First, because it’s probably on your mind, let’s hit on electronic medical records (EMR) quickly -- there is a lot of talk about EMRs and for good reason. With the Affordable Care Act passed by Congress in March 2010, the drive toward digitizing data in healthcare was given a big push. In its early stages, this new law created a boost of momentum for healthcare providers (HCPs) to adopt and implement EMR or electronic health records (EHR). With EMR/EHR, and the government’s support, health information technology practices are becoming standardized to reduce errors and lower costs by decreasing paperwork and administrative redundancies. The payoff of compiling patient data across networks, plans and HCPs offers many advantages to improving patient care by making it easier to have access to important patient information and insight on treatment history in a collaborative, secure and confidential way.  



But how does this significant step translate throughout the ecosystem of HCP’s, patients and healthcare brands? As the momentum continues to build in digitizing health information, there are even greater opportunities to improve the healthcare industry by creating efficiencies and more transparency at every step. Without stepping too far into the complex healthcare manufacturing chain, let’s look at how consumers and HCPs are staying informed of the treatment options available to them today and how the digital medium fits into the equation.
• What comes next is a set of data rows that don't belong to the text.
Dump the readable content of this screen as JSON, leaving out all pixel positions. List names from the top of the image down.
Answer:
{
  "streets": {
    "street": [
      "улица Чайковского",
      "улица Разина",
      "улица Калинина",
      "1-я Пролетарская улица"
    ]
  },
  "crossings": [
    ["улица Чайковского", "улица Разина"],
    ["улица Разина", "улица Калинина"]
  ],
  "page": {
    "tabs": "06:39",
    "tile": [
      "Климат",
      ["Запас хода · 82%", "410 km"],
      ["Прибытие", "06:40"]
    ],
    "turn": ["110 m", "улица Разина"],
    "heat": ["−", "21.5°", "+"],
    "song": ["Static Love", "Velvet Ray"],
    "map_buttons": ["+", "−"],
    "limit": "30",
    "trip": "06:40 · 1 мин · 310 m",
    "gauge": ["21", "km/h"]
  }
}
Today, customers are more informed, and far more empowered than they used to be, requiring healthcare brands to be far more relevant when messaging about treatment options. For example, when was the last time you “called the doctor” before searching online?  These days, it’s common for someone to first go to Google or WebMD to search for content relating to a symptom before picking up the phone to talk to a doctor or nurse practitioner. In fact, 80% of U.S. Internet users claim to have used the web to search for health-related content, 63% of which were doing so to look up a specific disease or medical problem.  This behavior has prompted healthcare product manufacturers (i.e., the pharmaceutical industry) to create branded and unbranded online experiences, social media channels and create more digital dialogue with consumers to make their products known.

The power of digital technology goes far beyond electronic health records to evolve the industry to create a new standard in marketing in order to keep HCPs informed of the latest treatment options. With the limited access healthcare brands have to HCPs today, marketers across the pharmaceutical, medical device and biotechnology spectrum are clamoring for a way to deliver treatment options to improve patient outcomes. It’s simple: the more an HCP is educated about a brand, the more knowledge they have to make educated decisions about what to prescribe, when to prescribe it and for which patients. 

Over the last few years, technology providers have begun to offer solutions that leverage data to improve the way drug companies communicate with HCPs and encourage transparency through to consumers. Technology has a significant role to play in helping marketers and their service providers collaborate to make informed decisions.

Digital technology offers a realm of possibilities to improve the quality of care available. Ultimately, when EMR / EHR solutions are more widespread, we will certainly see efficiencies. But, that is only the beginning of the benefits insightful electronic data can offer – especially when you consider what is being done today.  I predict leapfrog innovation in how HCPs, consumers and brands all engage several times over the next 10 years. As a healthcare or life science brand, it’s not a question of if you interject yourself in this new consumer-centric healthcare ecosystem but rather how you define and implement your digital strategy to keep up in this wake of change.